Raw data |
____________________

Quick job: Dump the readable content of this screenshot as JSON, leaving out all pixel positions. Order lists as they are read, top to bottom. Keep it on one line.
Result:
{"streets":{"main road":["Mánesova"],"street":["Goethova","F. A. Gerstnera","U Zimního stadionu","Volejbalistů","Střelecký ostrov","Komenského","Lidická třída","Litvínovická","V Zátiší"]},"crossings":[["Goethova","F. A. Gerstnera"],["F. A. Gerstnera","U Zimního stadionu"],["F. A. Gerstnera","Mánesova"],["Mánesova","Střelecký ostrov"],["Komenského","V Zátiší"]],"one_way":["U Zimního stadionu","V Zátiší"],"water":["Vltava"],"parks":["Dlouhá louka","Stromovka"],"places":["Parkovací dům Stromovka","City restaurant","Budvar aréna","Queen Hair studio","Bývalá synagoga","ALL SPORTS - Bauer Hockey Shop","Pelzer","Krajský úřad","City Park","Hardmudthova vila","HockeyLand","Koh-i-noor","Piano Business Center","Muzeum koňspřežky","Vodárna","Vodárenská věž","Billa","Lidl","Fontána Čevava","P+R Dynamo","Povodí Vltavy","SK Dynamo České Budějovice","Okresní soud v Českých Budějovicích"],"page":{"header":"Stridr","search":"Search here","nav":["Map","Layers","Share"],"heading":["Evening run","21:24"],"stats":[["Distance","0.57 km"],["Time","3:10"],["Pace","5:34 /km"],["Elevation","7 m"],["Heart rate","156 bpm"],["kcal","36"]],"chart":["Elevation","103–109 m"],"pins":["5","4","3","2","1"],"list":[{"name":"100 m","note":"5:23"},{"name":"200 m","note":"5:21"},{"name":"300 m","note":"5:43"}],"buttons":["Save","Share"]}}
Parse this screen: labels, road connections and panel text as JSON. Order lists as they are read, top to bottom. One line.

____________________

Task brief |
Copy the data. Make sure every line matches exactly.

Answer box |
Quick job: Dump the readable content of this screenshot as JSON, leaving out all pixel positions. Order lists as they are read, top to bottom. Keep it on one line.
Result:
{"streets":{"main road":["Mánesova"],"street":["Goethova","F. A. Gerstnera","U Zimního stadionu","Volejbalistů","Střelecký ostrov","Komenského","Lidická třída","Litvínovická","V Zátiší"]},"crossings":[["Goethova","F. A. Gerstnera"],["F. A. Gerstnera","U Zimního stadionu"],["F. A. Gerstnera","Mánesova"],["Mánesova","Střelecký ostrov"],["Komenského","V Zátiší"]],"one_way":["U Zimního stadionu","V Zátiší"],"water":["Vltava"],"parks":["Dlouhá louka","Stromovka"],"places":["Parkovací dům Stromovka","City restaurant","Budvar aréna","Queen Hair studio","Bývalá synagoga","ALL SPORTS - Bauer Hockey Shop","Pelzer","Krajský úřad","City Park","Hardmudthova vila","HockeyLand","Koh-i-noor","Piano Business Center","Muzeum koňspřežky","Vodárna","Vodárenská věž","Billa","Lidl","Fontána Čevava","P+R Dynamo","Povodí Vltavy","SK Dynamo České Budějovice","Okresní soud v Českých Budějovicích"],"page":{"header":"Stridr","search":"Search here","nav":["Map","Layers","Share"],"heading":["Evening run","21:24"],"stats":[["Distance","0.57 km"],["Time","3:10"],["Pace","5:34 /km"],["Elevation","7 m"],["Heart rate","156 bpm"],["kcal","36"]],"chart":["Elevation","103–109 m"],"pins":["5","4","3","2","1"],"list":[{"name":"100 m","note":"5:23"},{"name":"200 m","note":"5:21"},{"name":"300 m","note":"5:43"}],"buttons":["Save","Share"]}}
Parse this screen: labels, road connections and panel text as JSON. Order lists as they are read, top to bottom. One line.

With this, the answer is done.